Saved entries
◇ ◇ ◇ ◇

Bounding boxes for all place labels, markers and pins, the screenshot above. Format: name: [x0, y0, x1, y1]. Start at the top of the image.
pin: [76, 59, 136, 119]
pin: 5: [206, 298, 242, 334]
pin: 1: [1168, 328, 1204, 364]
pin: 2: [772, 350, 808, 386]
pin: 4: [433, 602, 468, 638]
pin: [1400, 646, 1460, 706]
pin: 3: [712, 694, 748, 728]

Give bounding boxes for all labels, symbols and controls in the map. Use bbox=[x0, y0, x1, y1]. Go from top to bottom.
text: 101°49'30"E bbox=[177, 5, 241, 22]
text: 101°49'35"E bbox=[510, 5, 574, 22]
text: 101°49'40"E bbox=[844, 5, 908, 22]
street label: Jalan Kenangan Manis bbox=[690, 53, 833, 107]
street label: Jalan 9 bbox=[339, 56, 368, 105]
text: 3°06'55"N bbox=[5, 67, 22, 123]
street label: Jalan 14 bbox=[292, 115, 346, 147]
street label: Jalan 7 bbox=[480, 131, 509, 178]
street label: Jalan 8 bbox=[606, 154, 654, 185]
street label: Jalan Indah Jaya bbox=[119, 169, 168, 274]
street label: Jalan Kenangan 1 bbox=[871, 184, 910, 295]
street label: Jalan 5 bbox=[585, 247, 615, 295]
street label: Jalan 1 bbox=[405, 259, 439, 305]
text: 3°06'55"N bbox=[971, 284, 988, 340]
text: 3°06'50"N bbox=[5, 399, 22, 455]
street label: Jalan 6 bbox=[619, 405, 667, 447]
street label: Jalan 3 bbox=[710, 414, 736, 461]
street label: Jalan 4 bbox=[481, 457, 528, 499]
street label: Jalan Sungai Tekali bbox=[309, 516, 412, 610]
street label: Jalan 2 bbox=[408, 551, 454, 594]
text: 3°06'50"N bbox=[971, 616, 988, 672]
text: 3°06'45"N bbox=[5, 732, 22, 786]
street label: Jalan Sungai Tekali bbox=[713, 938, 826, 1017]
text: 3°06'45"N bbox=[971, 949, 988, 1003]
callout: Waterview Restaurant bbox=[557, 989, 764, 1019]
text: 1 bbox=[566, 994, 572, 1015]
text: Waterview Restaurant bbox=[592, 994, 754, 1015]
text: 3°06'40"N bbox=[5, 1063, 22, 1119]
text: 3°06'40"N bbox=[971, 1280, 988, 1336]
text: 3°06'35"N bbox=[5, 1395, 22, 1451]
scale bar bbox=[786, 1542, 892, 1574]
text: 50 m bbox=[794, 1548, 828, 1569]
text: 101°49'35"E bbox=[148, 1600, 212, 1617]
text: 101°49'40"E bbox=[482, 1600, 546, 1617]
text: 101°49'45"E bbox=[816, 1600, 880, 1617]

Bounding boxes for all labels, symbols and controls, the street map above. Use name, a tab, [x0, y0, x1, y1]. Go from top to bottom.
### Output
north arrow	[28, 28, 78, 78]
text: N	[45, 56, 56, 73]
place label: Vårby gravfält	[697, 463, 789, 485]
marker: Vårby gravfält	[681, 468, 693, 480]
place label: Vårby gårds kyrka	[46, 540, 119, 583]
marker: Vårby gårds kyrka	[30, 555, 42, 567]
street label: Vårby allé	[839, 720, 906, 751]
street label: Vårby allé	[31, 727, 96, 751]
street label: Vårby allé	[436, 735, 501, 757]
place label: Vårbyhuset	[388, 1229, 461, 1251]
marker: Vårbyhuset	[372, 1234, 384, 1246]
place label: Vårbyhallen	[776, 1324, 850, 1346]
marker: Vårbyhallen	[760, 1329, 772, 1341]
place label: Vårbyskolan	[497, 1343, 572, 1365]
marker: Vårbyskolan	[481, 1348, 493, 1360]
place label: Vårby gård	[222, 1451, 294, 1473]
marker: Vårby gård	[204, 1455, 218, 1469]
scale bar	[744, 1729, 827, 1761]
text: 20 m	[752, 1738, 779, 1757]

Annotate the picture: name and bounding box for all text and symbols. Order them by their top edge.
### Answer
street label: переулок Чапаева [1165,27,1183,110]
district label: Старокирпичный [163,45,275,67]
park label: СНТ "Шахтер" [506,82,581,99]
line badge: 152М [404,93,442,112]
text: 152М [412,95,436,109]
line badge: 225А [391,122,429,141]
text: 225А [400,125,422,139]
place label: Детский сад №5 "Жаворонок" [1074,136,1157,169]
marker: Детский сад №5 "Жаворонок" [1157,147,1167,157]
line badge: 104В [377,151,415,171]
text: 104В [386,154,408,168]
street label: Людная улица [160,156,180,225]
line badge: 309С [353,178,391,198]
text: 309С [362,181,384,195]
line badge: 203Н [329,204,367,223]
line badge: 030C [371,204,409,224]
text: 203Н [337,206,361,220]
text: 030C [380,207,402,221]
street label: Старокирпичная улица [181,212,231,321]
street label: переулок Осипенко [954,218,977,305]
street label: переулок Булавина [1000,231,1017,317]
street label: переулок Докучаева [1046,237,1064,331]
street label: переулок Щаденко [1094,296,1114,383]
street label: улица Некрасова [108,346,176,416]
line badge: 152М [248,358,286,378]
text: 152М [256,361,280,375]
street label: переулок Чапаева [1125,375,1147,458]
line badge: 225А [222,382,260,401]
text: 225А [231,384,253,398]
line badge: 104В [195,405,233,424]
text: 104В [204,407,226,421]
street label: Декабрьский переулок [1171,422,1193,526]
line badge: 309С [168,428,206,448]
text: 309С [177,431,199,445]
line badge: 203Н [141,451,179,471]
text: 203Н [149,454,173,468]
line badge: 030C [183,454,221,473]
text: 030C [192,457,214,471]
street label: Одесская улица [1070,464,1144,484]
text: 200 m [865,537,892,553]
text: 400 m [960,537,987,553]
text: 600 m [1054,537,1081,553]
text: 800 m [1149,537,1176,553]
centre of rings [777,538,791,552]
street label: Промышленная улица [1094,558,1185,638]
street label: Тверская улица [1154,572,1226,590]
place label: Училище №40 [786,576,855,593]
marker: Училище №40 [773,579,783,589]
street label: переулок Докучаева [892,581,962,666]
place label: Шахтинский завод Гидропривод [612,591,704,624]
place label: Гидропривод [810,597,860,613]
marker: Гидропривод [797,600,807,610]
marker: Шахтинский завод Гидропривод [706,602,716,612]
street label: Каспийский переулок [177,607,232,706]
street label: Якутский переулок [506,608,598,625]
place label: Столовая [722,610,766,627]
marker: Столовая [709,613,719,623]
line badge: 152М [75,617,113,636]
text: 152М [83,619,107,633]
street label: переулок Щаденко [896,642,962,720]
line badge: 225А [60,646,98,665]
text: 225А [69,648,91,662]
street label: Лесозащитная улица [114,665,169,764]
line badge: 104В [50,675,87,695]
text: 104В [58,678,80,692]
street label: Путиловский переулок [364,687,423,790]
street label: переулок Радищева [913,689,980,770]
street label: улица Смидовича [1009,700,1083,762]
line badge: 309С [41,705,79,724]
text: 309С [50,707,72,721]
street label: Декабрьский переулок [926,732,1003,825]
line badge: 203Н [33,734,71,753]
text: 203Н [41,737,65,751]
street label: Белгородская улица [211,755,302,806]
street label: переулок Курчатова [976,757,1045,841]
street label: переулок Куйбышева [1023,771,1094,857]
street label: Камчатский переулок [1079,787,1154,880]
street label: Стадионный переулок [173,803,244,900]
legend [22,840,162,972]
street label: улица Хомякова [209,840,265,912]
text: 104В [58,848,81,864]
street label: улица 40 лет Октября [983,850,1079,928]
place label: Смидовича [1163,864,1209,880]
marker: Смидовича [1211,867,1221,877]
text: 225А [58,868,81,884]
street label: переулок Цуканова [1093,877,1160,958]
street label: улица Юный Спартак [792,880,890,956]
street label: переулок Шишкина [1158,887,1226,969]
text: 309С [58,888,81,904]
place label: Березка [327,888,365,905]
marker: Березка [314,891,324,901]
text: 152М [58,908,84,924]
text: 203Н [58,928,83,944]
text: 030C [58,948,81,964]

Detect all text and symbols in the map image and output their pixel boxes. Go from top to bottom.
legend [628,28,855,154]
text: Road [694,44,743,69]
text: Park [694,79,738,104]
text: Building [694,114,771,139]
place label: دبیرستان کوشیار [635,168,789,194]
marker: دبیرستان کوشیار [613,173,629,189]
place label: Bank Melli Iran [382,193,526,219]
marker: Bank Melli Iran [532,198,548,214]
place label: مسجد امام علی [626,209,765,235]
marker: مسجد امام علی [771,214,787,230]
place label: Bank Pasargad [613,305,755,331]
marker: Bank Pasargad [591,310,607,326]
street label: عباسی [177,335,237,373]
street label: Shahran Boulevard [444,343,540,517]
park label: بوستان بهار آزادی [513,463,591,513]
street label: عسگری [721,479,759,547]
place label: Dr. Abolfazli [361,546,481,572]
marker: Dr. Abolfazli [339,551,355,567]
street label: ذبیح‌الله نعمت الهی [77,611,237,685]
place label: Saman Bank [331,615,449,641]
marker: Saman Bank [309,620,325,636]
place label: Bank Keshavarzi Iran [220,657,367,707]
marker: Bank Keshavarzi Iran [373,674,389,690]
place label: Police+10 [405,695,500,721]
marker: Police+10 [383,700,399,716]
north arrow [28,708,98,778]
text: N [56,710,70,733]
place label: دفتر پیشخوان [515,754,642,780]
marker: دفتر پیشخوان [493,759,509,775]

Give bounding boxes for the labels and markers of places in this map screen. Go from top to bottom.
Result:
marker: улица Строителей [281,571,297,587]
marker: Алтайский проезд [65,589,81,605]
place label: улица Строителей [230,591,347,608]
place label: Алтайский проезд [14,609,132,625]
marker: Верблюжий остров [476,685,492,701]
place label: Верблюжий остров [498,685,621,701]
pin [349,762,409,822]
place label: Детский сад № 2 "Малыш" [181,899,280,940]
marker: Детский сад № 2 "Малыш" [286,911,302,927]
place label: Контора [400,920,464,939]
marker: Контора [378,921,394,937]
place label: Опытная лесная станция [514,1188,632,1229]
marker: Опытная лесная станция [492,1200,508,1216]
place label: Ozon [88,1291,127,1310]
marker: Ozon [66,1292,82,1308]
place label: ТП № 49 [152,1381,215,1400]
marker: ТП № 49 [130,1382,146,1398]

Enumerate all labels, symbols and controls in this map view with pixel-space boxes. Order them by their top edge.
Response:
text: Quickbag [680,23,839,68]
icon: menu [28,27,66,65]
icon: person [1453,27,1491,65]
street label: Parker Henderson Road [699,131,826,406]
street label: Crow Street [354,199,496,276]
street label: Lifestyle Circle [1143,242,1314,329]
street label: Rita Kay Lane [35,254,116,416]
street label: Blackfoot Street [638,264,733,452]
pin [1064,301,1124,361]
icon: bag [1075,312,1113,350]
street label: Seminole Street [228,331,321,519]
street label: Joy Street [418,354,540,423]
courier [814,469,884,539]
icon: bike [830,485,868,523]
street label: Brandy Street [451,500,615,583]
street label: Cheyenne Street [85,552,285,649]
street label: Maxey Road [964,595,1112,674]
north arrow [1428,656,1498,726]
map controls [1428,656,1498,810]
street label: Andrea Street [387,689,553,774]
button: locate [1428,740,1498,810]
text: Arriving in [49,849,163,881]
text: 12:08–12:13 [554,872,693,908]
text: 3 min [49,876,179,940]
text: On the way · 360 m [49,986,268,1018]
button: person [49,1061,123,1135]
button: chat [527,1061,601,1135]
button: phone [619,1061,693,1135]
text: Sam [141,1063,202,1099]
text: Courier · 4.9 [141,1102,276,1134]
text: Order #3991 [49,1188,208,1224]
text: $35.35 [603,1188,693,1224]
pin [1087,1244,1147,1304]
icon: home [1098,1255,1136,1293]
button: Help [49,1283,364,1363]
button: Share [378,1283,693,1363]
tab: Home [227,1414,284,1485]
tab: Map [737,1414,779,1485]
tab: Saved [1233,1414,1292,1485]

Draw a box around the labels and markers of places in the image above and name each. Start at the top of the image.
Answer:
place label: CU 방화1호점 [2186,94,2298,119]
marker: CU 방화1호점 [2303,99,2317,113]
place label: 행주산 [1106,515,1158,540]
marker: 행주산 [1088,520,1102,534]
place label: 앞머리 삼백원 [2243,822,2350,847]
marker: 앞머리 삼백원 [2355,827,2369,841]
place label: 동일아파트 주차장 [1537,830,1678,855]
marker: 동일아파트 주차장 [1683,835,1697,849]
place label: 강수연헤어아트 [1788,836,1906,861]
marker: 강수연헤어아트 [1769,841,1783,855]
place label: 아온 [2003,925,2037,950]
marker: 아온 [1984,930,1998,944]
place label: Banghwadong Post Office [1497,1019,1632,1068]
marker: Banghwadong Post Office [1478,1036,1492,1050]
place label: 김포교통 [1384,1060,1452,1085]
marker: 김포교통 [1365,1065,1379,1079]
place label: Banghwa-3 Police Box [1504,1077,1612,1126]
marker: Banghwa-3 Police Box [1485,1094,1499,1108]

◇ ◇ ◇ ◇

• Task brief:
Begin at the line that has "Bounding boxes for all labels, symbols and controls, the" in the entries above; stop after the line that has "Annotate the picture: name". Transcribe exactly those lines and no others.

• Exercise output:
Bounding boxes for all labels, symbols and controls, the street map above. Use name, a tab, [x0, y0, x1, y1]. Go from top to bottom.
### Output
north arrow	[28, 28, 78, 78]
text: N	[45, 56, 56, 73]
place label: Vårby gravfält	[697, 463, 789, 485]
marker: Vårby gravfält	[681, 468, 693, 480]
place label: Vårby gårds kyrka	[46, 540, 119, 583]
marker: Vårby gårds kyrka	[30, 555, 42, 567]
street label: Vårby allé	[839, 720, 906, 751]
street label: Vårby allé	[31, 727, 96, 751]
street label: Vårby allé	[436, 735, 501, 757]
place label: Vårbyhuset	[388, 1229, 461, 1251]
marker: Vårbyhuset	[372, 1234, 384, 1246]
place label: Vårbyhallen	[776, 1324, 850, 1346]
marker: Vårbyhallen	[760, 1329, 772, 1341]
place label: Vårbyskolan	[497, 1343, 572, 1365]
marker: Vårbyskolan	[481, 1348, 493, 1360]
place label: Vårby gård	[222, 1451, 294, 1473]
marker: Vårby gård	[204, 1455, 218, 1469]
scale bar	[744, 1729, 827, 1761]
text: 20 m	[752, 1738, 779, 1757]

Annotate the picture: name and bounding box for all text and symbols. Order them by their top edge.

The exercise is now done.